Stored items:
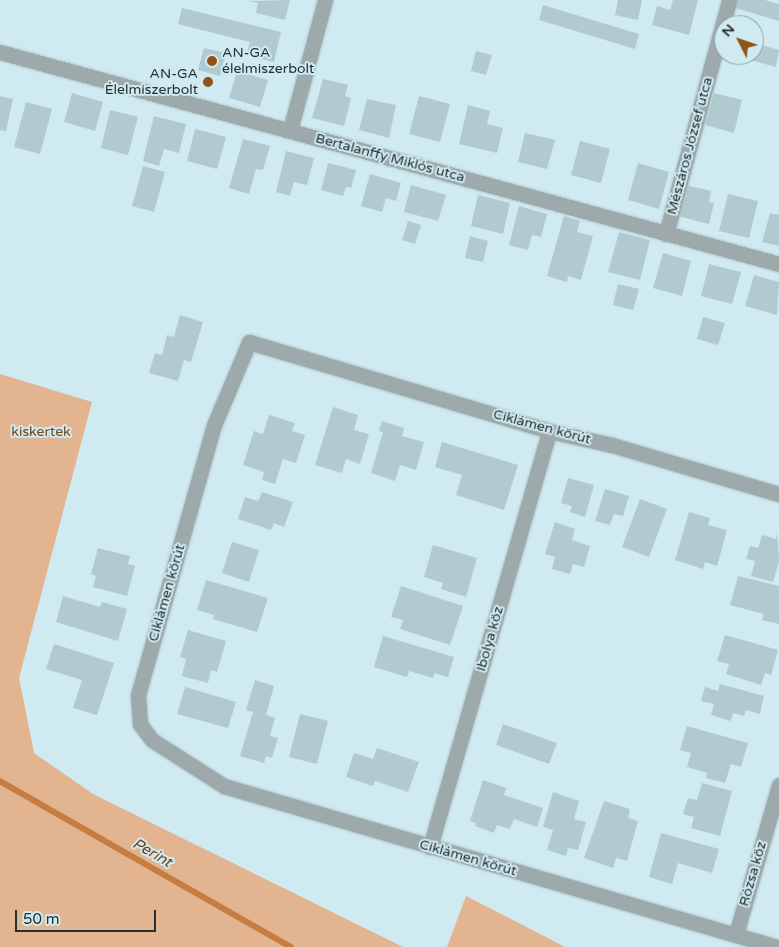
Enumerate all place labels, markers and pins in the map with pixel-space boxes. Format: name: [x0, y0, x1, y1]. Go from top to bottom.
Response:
place label: AN-GA élelmiszerbolt: [222, 45, 314, 78]
marker: AN-GA élelmiszerbolt: [206, 55, 218, 67]
place label: AN-GA Élelmiszerbolt: [105, 66, 198, 98]
marker: AN-GA Élelmiszerbolt: [202, 76, 214, 88]

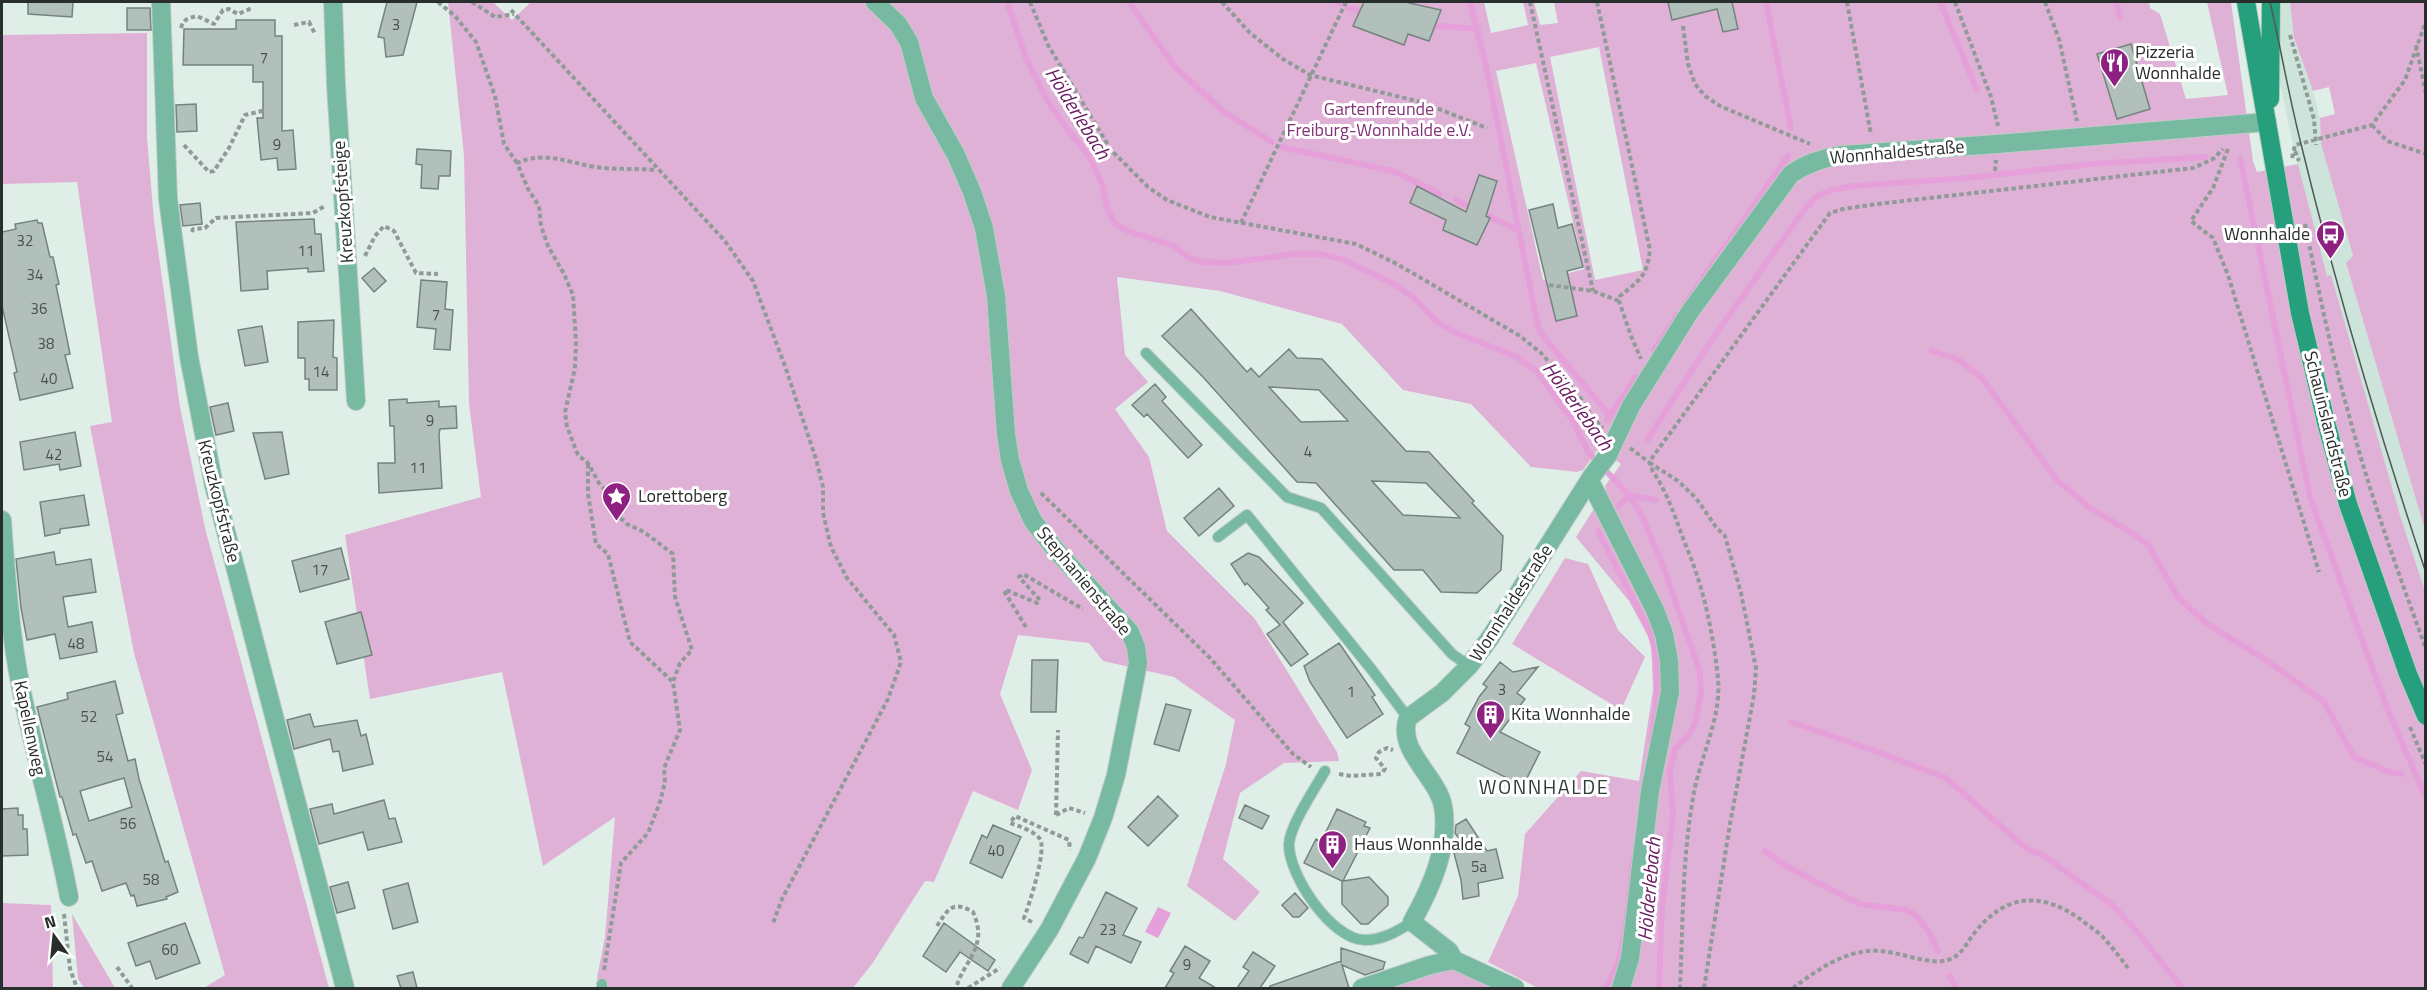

EXERCISE
Word for word, restate each line above, minus its pictures.

THE ANSWER
Enumerate all place labels, markers and pins in the map with pixel-space boxes. Format: name: [x0, y0, x1, y1]. Go from top to bottom.
Response:
place label: AN-GA élelmiszerbolt: [222, 45, 314, 78]
marker: AN-GA élelmiszerbolt: [206, 55, 218, 67]
place label: AN-GA Élelmiszerbolt: [105, 66, 198, 98]
marker: AN-GA Élelmiszerbolt: [202, 76, 214, 88]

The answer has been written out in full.